Stored data

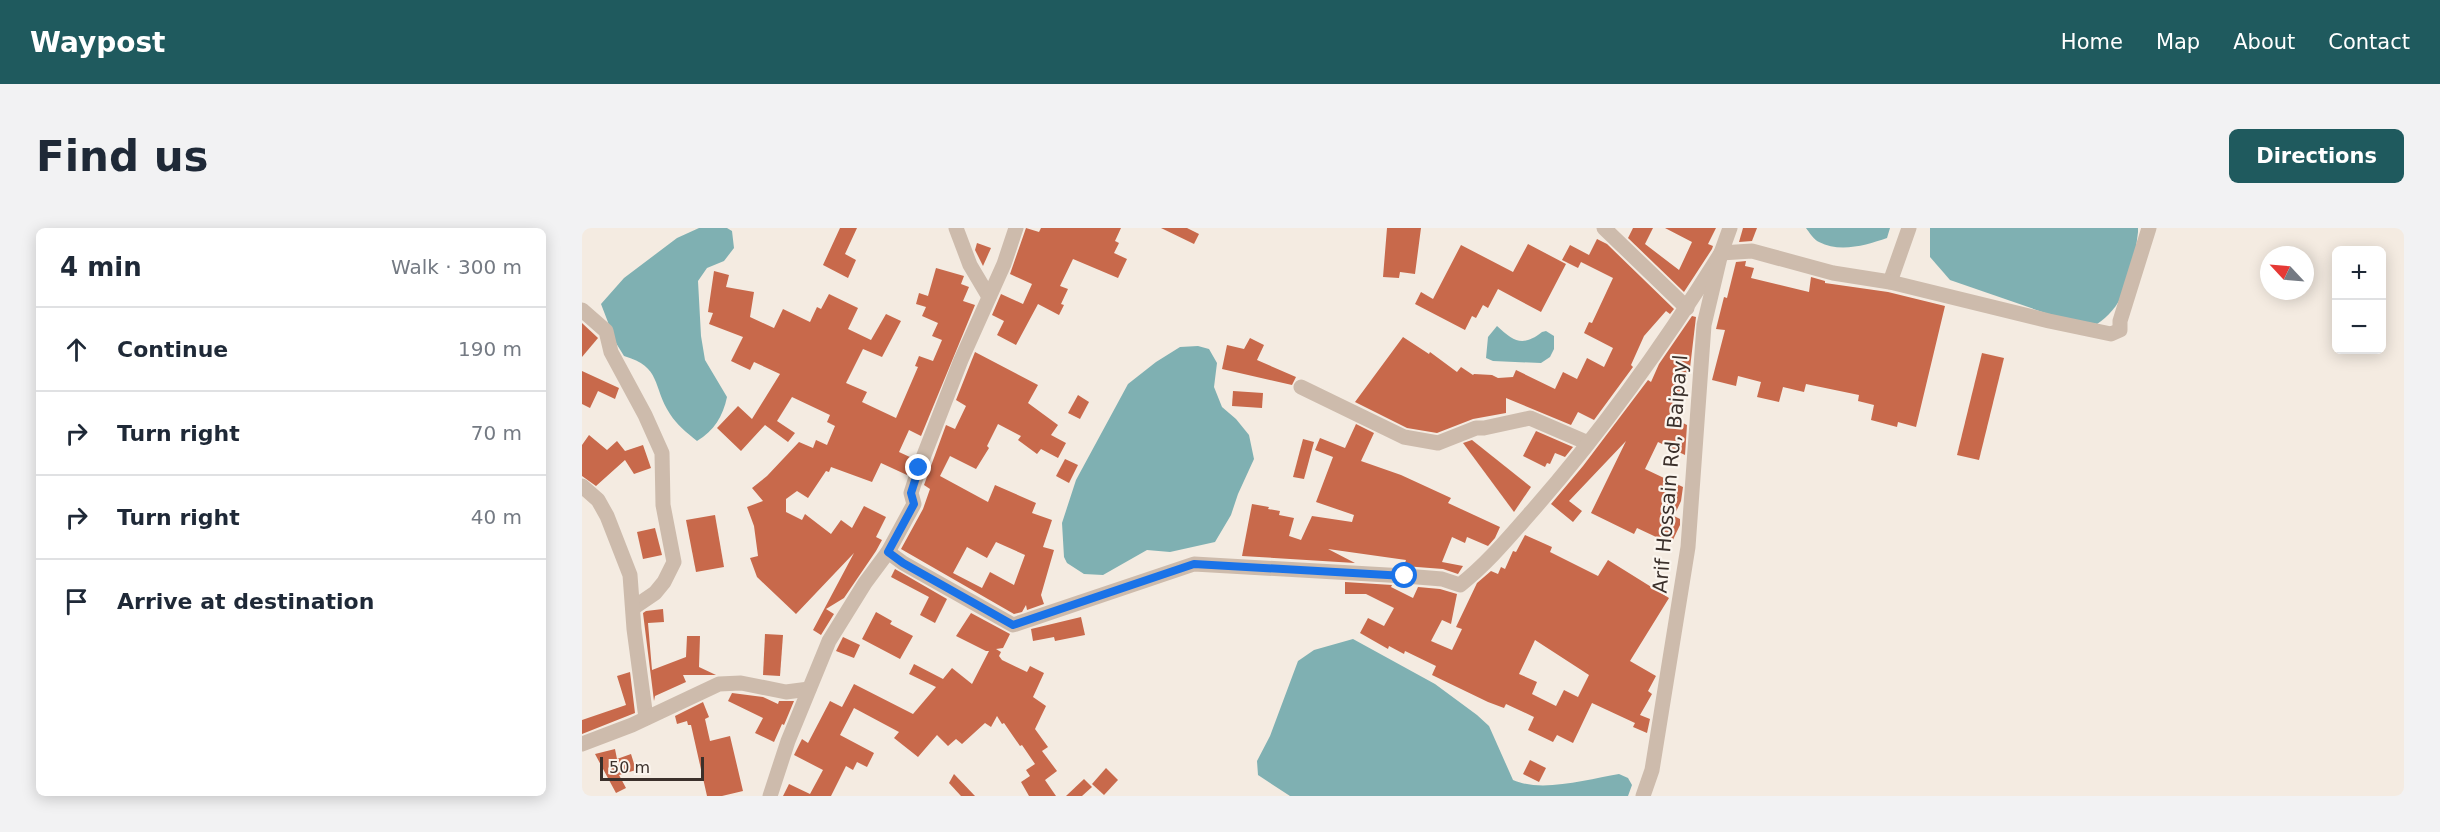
<!DOCTYPE html>
<meta charset="utf-8">
<style>
:root{--surface:#fff;--page:#f2f2f3;--text:#1f2937;--muted:#747a83;--line:#e0e1e3;--accent:#1f5a5e}
body{margin:0;font-family:"DejaVu Sans",sans-serif;background:var(--page);color:var(--text)}
.controls{position:absolute;right:18px;top:18px;display:grid;overflow:hidden;border-radius:9px;box-shadow:0 3px 15px #0003}
.controls button{width:54px;height:54px;display:grid;place-items:center;padding:0;border:0;border-bottom:2px solid var(--line);background:var(--surface);color:var(--text);font:30px sans-serif}
.compass{position:absolute;left:1678px;top:18px;width:54px;height:54px;border-radius:50%;background:var(--surface);box-shadow:0 3px 15px #0003;rotate:296deg}
.scale{position:absolute;left:18px;bottom:15px;width:104px;box-sizing:border-box;padding-left:6px;border:3px solid #3b302b;border-top:0;font-size:16px;line-height:21px;white-space:nowrap;color:#3b302b;-webkit-text-stroke:4px #fbf5ee;paint-order:stroke}
.stop{position:absolute;width:18px;height:18px;margin:-14px;border:4px solid #1a73e8;border-radius:50%;background:#fff}
.stop.end{background:#1a73e8;border-color:#fff;box-shadow:0 2px 6px #0008}
.list{margin:0;padding:0;list-style:none}
h2{display:flex;justify-content:space-between;align-items:center;height:78px;margin:0;padding:0 24px;font-size:26px}
h2 small{font-size:20px;font-weight:400;color:var(--muted)}
.list li{display:grid;grid-template-columns:39px 1fr auto;gap:18px;align-items:center;box-sizing:border-box;height:84px;padding:0 24px;border-top:2px solid var(--line)}
.list b{display:block;font-size:22px;white-space:nowrap}
.list em{font-size:20px;font-style:normal;color:var(--muted)}
.icon{flex:none;width:33px;height:33px;fill:none;stroke:currentColor;stroke-width:2;stroke-linecap:round;stroke-linejoin:round}
.map{position:relative;flex:none;width:1822px;height:568px;overflow:hidden;border-radius:9px}
header{display:flex;align-items:center;gap:36px;box-sizing:border-box;height:84px;padding:0 30px;background:var(--accent);color:#fff}
header strong{font-size:28px}
nav{display:flex;gap:33px;margin-inline-start:auto;font-size:21px}
.intro{display:flex;align-items:center;justify-content:space-between;box-sizing:border-box;height:144px;padding:0 36px}
h1{margin:0;font-size:42px}
.button{padding:15px 27px;border-radius:9px;background:var(--accent);color:#fff;font-size:21px;font-weight:700}
main{display:flex;gap:36px;padding:0 36px}
aside{flex:1;background:var(--surface);border-radius:9px;box-shadow:0 3px 15px #0003}
.map>svg:first-child{display:block}
.water{fill:#7fb0b2}
.building{fill:#c8694b;fill-rule:evenodd}
.lines{fill:none;stroke-linecap:round;stroke-linejoin:round}
.street{stroke:#cdbbac;stroke-width:15}
.route{stroke:#1a73e8;stroke-width:8}
.labels{text-anchor:middle;dominant-baseline:central;stroke-width:4.5;stroke-linejoin:round;paint-order:stroke}
.street-label{font-size:20px;fill:#3b302b;stroke:#fbf5ee}
</style>
<header>
<strong>Waypost</strong>
<nav><a>Home</a><a>Map</a><a>About</a><a>Contact</a></nav>
</header>
<div class="intro"><h1>Find us</h1><a class="button">Directions</a></div>
<main>
<aside>
<h2>4 min<small>Walk · 300 m</small></h2>
<ul class="list">
<li><svg class="icon" aria-label="ahead" viewBox="0 0 24 24"><path d="M12 20V5M6 11l6-6 6 6"/></svg><div><b>Continue</b></div><em>190 m</em></li>
<li><svg class="icon" aria-label="right" viewBox="0 0 24 24"><path d="M7 20v-9h11M14 6l5 5-5 5"/></svg><div><b>Turn right</b></div><em>70 m</em></li>
<li><svg class="icon" aria-label="right" viewBox="0 0 24 24"><path d="M7 20v-9h11M14 6l5 5-5 5"/></svg><div><b>Turn right</b></div><em>40 m</em></li>
<li><svg class="icon" aria-label="arrive" viewBox="0 0 24 24"><path d="M6 21V4h12l-3 4 3 4H6"/></svg><div><b>Arrive at destination</b></div></li>
</ul>
</aside>
<div class="map">
<svg width="1822" height="568" viewBox="0 0 1822 568">
<rect width="100%" height="100%" fill="#f4ebe1"/>
<g class="water">
<path d="M117 0H145L150 3 152 20 142 33 125 40 116 53 119 108 123 132 145 169C141 188 132 203 115 213 104 204 95 197 88 186 70 158 80 139 42 128L34 115 19 76 42 50 95 10Z"/>
<path d="M1224 0H1308L1305 10C1285 17 1258 25 1237 14 1232 12 1227 4 1224 0Z"/>
<path d="M1348 0H1556V4C1552 37 1545 77 1515 96L1472 88 1368 52 1348 29Z"/>
<path d="M915 98C932 114 941 119 960 104L964 103 972 108V121L968 129 959 135 911 133 904 130 906 109Z"/>
<path d="M616 118 627 121 635 135 632 159 640 179 654 191 667 207 672 231 656 266 649 287 633 314 588 324 565 322 521 347 502 346 485 335 482 329 480 295 494 252 546 156 574 134 598 119Z"/>
<path d="M771 411 853 456 895 487 907 498 931 552C960 565 1006 551 1037 546L1046 550 1050 557 1046 568H708L676 547 675 533 688 508 716 433 732 422Z"/>
</g>
<g class="building">
<path d="M258 0H275L263 26 274 32 266 50 241 37Z"/>
<path d="M444 0 457 4 459 0H539L533 13 537 15 532 25 545 31 536 50 491 31 478 58 486 61 479 76 482 77 477 87 456 76 434 117 415 107 422 93 410 87 419 66 441 76 450 56 428 46Z"/>
<path d="M579 0H605L617 6 612 16Z"/>
<path d="M805 0H839L833 46 818 44 817 50 801 49Z"/>
<path d="M1051 0H1071L1063 16 1097 42 1110 14 1083 0H1134L1126 16 1131 18 1130 21 1102 64 1046 10Z"/>
<path d="M1161 0H1175L1170 13 1157 14Z"/>
<path d="M1015 11 1025 16 1092 81 1088 86 1084 83 1062 108 1049 137 1051 139 1012 192 996 184 989 197 924 170V185L891 191 855 205 825 200 773 174 821 109 847 126 848 124 875 144 879 139 891 147 892 146 910 147 916 150 931 149 934 142 973 161 981 144 995 151 1005 130 1022 139 1031 120 1002 105 1007 94 1010 95 1031 50 999 34 996 40 980 32 988 17 1007 27Z"/>
<path d="M395 15 409 20 401 38 393 22Z"/>
<path d="M946 16 984 36 959 84 916 61 906 80 901 77 894 90 890 88 883 102 833 76 839 64 851 71 879 17 931 44Z"/>
<path d="M1164 33 1163 38 1172 40 1169 50 1227 64 1229 49 1243 53V55L1306 64 1363 78 1334 199 1316 194 1315 199 1289 192 1292 177 1276 173 1277 167 1224 156 1222 164 1201 159 1197 174 1175 169 1179 154 1156 148 1154 158 1130 152 1143 102 1134 101 1142 69 1145 70 1154 34Z"/>
<path d="M354 40 382 48 379 56 387 59 381 73 393 77 339 208 327 202 317 224 330 230 325 247 299 235 290 254 249 239 247 244 244 243 226 270 215 263 204 271V284L220 292 223 286 249 306 259 292 270 300 282 278 304 289 294 309 300 312 294 323 262 370 244 381 252 386 239 407 231 402 272 325 214 386 175 349 168 330 176 328 172 298 165 279 181 273 170 260 185 248 217 214 231 220 234 212 245 217 253 198 245 194 248 187 210 169 195 193 213 205 206 214 183 197 159 223 135 200 156 178 170 191 198 146 172 134 168 142 149 133 161 109 127 96 131 85 126 84 132 43 147 47 144 59 172 64 168 89 192 100 201 81 228 94 235 79 239 81 247 66 276 80 266 101 289 112 304 86 319 93 300 129 281 121 264 155 285 164 280 174 314 190 336 139 333 138 337 128 351 133 360 112 350 108 356 95 340 88 344 79 334 76 337 65 346 68Z"/>
<path d="M1110 88 1114 89 1108 140 1087 188 1105 197 1103 227 1076 214 1063 241 1101 259 1099 273 1092 288 1098 291V297L1089 316 1055 300 1052 306 1009 285 1044 213 987 273 1000 283 991 294 969 276 1001 238 1066 152 1069 154 1077 136Z"/>
<path d="M0 95 16 110 0 129Z"/>
<path d="M668 110 682 117 675 132 714 149 710 157 640 141 645 117 662 121Z"/>
<path d="M393 124 456 157 446 175 476 197 469 207 484 215 476 230 459 221 455 226 436 212 439 208 416 196 405 218 407 220 394 241 368 228 358 248 406 274 413 257 454 275 450 285 470 292 461 319 472 322 459 367 462 376 445 382 444 377 440 384 432 386 319 321 341 281 348 261 342 257 364 197 373 201 384 178 374 172ZM414 314 443 327 432 357 408 344 400 360 371 345 385 319 405 330Z"/>
<path d="M1400 125 1422 130 1397 232 1375 227Z"/>
<path d="M0 143 37 160 33 171 16 163 8 180 0 176Z"/>
<path d="M651 163 681 165 680 180 650 178Z"/>
<path d="M496 167 507 174 498 191 486 185Z"/>
<path d="M774 196 792 205 779 233 819 247 869 270 866 275 918 299 913 310 906 318 885 309 883 315 870 309 860 334 881 338 876 346 861 341 822 338 824 332 746 321 773 335 660 328 670 276 687 279 686 281 698 283 697 287 712 290 707 308 719 312 730 288 770 294 772 287 734 274 751 229 733 222 738 210 763 220Z"/>
<path d="M954 203 991 219 983 229 973 225 968 236 965 235 963 239 941 228Z"/>
<path d="M7 207 25 222 35 213 43 223 61 217 69 240 52 246 43 232 14 258 0 248V217Z"/>
<path d="M721 211 732 214 722 251 711 249Z"/>
<path d="M890 212 949 259 932 284 881 215Z"/>
<path d="M483 231 496 237 487 255 474 248Z"/>
<path d="M133 287 142 339 114 344 104 292Z"/>
<path d="M73 300 80 327 61 331 55 304Z"/>
<path d="M943 307 970 319 968 324 1016 348 1026 332 1087 370 1048 433 1074 448 1066 463 1070 466 1058 487 1068 491 1065 505 1051 499 1053 495 1010 475 991 515 975 507 971 514 946 502 952 489 924 476 922 480 906 474 850 447 854 438 823 423 822 426 807 418 806 421 778 405 786 390 802 398 812 380 784 366H763V354L810 357 809 359 831 370 836 359 858 361 875 366 869 396 860 392 849 413 870 422 880 401 874 399 895 355 909 343 916 346 919 339 923 341 931 323 934 324ZM953 412 1007 447 996 469 982 462 974 478 950 466 955 454 937 446Z"/>
<path d="M313 341 365 371 353 395 338 387 347 369 309 349Z"/>
<path d="M81 381 82 394 66 395 70 442 104 429 105 408H118L117 439 134 447H101L104 454 73 468 72 473 61 385 64 383Z"/>
<path d="M294 384 310 393 308 396 331 408 318 431 280 411Z"/>
<path d="M389 385 428 406 421 420 414 421 419 424 417 428 420 432 445 444 448 438 462 445 451 469 464 478 453 501 466 519 460 523 475 543 463 552 474 568H447L439 554 448 548 444 542 453 536 440 517 438 518 422 495 420 496 415 488 409 499 403 495 380 516 374 511 366 518 355 507 336 529 312 510 317 504 272 480 258 507 292 525 285 539 275 534 271 542 264 538 249 568H201L207 556 228 566 241 542 212 527 220 511 226 515 248 473 260 479 272 456 331 486 354 459 327 446 332 436 361 451 370 440 390 456 407 423H404L374 408Z"/>
<path d="M499 389 503 407 473 413 472 409 451 413 449 401Z"/>
<path d="M183 406 201 407 198 448 181 447Z"/>
<path d="M261 409 278 417 272 430 254 423Z"/>
<path d="M48 444 53 485 0 506V492L44 477 35 448Z"/>
<path d="M150 465 181 469 196 476 197 473H212L202 497 200 496 192 514 173 505 181 490 146 473Z"/>
<path d="M121 474 127 489 123 491 128 513 148 508 161 563 140 568H125L109 497H106L105 493 95 496 93 488Z"/>
<path d="M33 521 35 531 49 526 54 542 37 547 44 560 34 565 13 526Z"/>
<path d="M948 532 964 540 957 554 941 546Z"/>
<path d="M524 540 536 552 522 567 510 556Z"/>
<path d="M372 546 393 568H379L367 555Z"/>
<path d="M502 551 510 559 500 568H484Z"/>
</g>
<g class="lines">
<g class="street">
<path d="M374 0 388 37 407 69"/>
<path d="M1022 0 1105 80"/>
<path d="M1308 54 1327 0"/>
<path d="M0 82 24 103 29 124 63 187 80 225 81 277 92 334 82 354 73 365 51 380"/>
<path d="M719 159 822 209 856 215 894 200H902L948 190 1006 215"/>
<path d="M0 258 16 272 25 288 48 347 52 401 64 490"/>
<path d="M306 324 321 335 431 397 612 336 823 348 860 351 878 357C906 335 928 308 951 282 1021 202 1083 115 1139 25L1170 23 1251 45 1308 54 1467 93 1529 106 1538 102V93L1567 0"/>
<path d="M0 516 50 497 137 456 159 455 204 464 227 461"/>
<path d="M188 568 206 513 247 413 283 355 306 324 332 276 329 265 337 240 379 132 422 36 434 0"/>
<path d="M1061 568 1070 542 1106 319 1122 97 1139 25 1148 0"/>
</g>
</g>
<g class="lines">
<path class="route" d="M337 240 329 265 332 276 306 324 321 335 431 397 612 336 823 348"/>
</g>
<g class="labels">
<g class="street-label">
<text transform="translate(1088 246) rotate(-85)">Arif Hossain Rd, Baipayl</text>
</g>
</g>
</svg>
<div class="controls">
<button>+</button>
<button>−</button>
</div>
<svg class="compass" viewBox="-18 -18 36 36"><path d="M0-13l5 13h-10z" fill="#e53935"/><path d="M0 13l5-13h-10z" fill="#747a83"/></svg>
<div class="scale">50 m</div>
<div class="stop" style="left:823px;top:348px"></div>
<div class="stop end" style="left:337px;top:240px"></div>
</div>
</main>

- _What is required_
Every line above with the string "labels" in it should be copied into the answer.

- _Answer for the task_
.labels{text-anchor:middle;dominant-baseline:central;stroke-width:4.5;stroke-linejoin:round;paint-order:stroke}
<g class="labels">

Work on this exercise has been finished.